In my house I also have a completely separate 12v system that runs off a 12v battery in the garage. I have some undershelf lights and a couple of runs of led lighting. The pantry light is on a 12v pir and the roof light is on a remote control (I can change the brightness level which is great for early mornings when I don't want full lighting). Works well for me and in case of a powercut I have lights. I have 1amp fuses on the cables so they can't short and burn my house down that easily. I charge it when the sun is shining and I'm making electric, so they don't cost me anything to run.
 
Very sound advice & guidance.
I know it can be difficult to accept what we are being told sometimes, but the people
offering it have no other agenda, other than you and your family's safety and well being.
I said that last one, not chief sawdust maker :D
 
If everything is connected correctly then there isn't any more danger than a qualified person doing the job. There are however 2 potential problems. 1) Knowing you have done it correctly and 2) if something does go wrong then you won't be covered by insurance etc.

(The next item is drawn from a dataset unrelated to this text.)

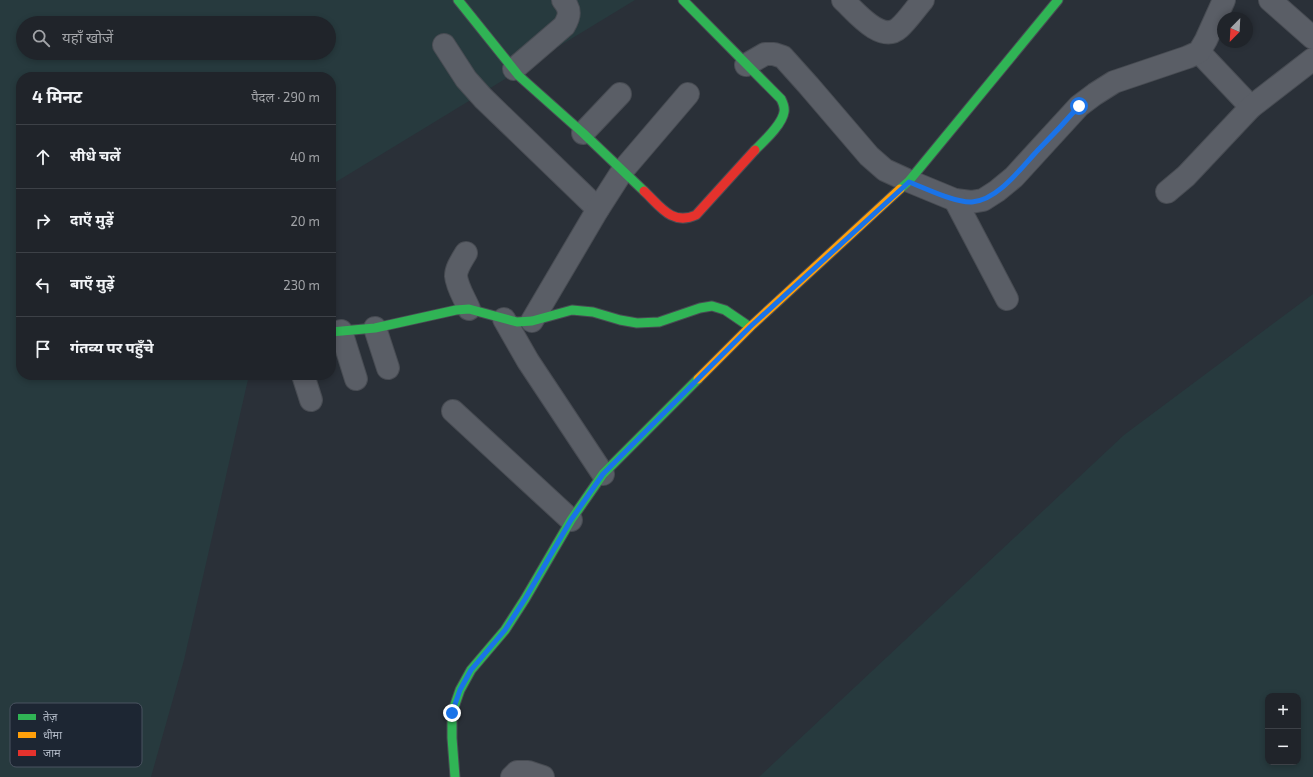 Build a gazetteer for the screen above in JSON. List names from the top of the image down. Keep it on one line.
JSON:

I have done the majority of my electrics myself and haven't burnt down my house yet. However there are things I don't know so anything outside of the norm I would look to get advice from a qualified person or get them to do it. Some things you aren't allowed to do e.g bathroom electrics. Kitchens used to be in the same category but that changed I think.

I guess for me the bigger question is why you need so many different methods of turning a light on? I've just got back from a skiing trip and the chalet has pir sensors for the hall way and boot room and that was really useful. That is a simple install. Do you really need to turn it on with your phone? It probably seems cool for a while until you realise you have to unlock your phone each time and find the app, whereas you can just walk into the room and have the pir turn it on.

In my house I also have a completely separate 12v system that runs off a 12v battery in the garage. I have some undershelf lights and a couple of runs of led lighting. The pantry light is on a 12v pir and the roof light is on a remote control (I can change the brightness level which is great for early mornings when I don't want full lighting). Works well for me and in case of a powercut I have lights. I have 1amp fuses on the cables so they can't short and burn my house down that easily. I charge it when the sun is shining and I'm making electric, so they don't cost me anything to run.
The phone was just an example. It will all be ran through a central smart home hub. The presence sensor will only turn the light on when the luminance of the room is beneath a certain value, and it would also trigger the blinds to close when the light is turned on.

I want the functionality of the light switch to remain normal, but to have the light switch to trigger these different automations. It also adds voice control by pairing it with Alexa or Siri through my watch.

The reason for the smart relay is so that the smart home doesn’t become dumb as soon as a visiting friend or relative turns the light switch off.

Absolutely nothing about this needs to be done, I’m just being a nerd, but it will make my house more enjoyable to me.
 
Whilst there a few different bits of advice given in this thread which I know contributers will have different opinions on I think you're getting a clear message here - don't mess unless you know what you're doing.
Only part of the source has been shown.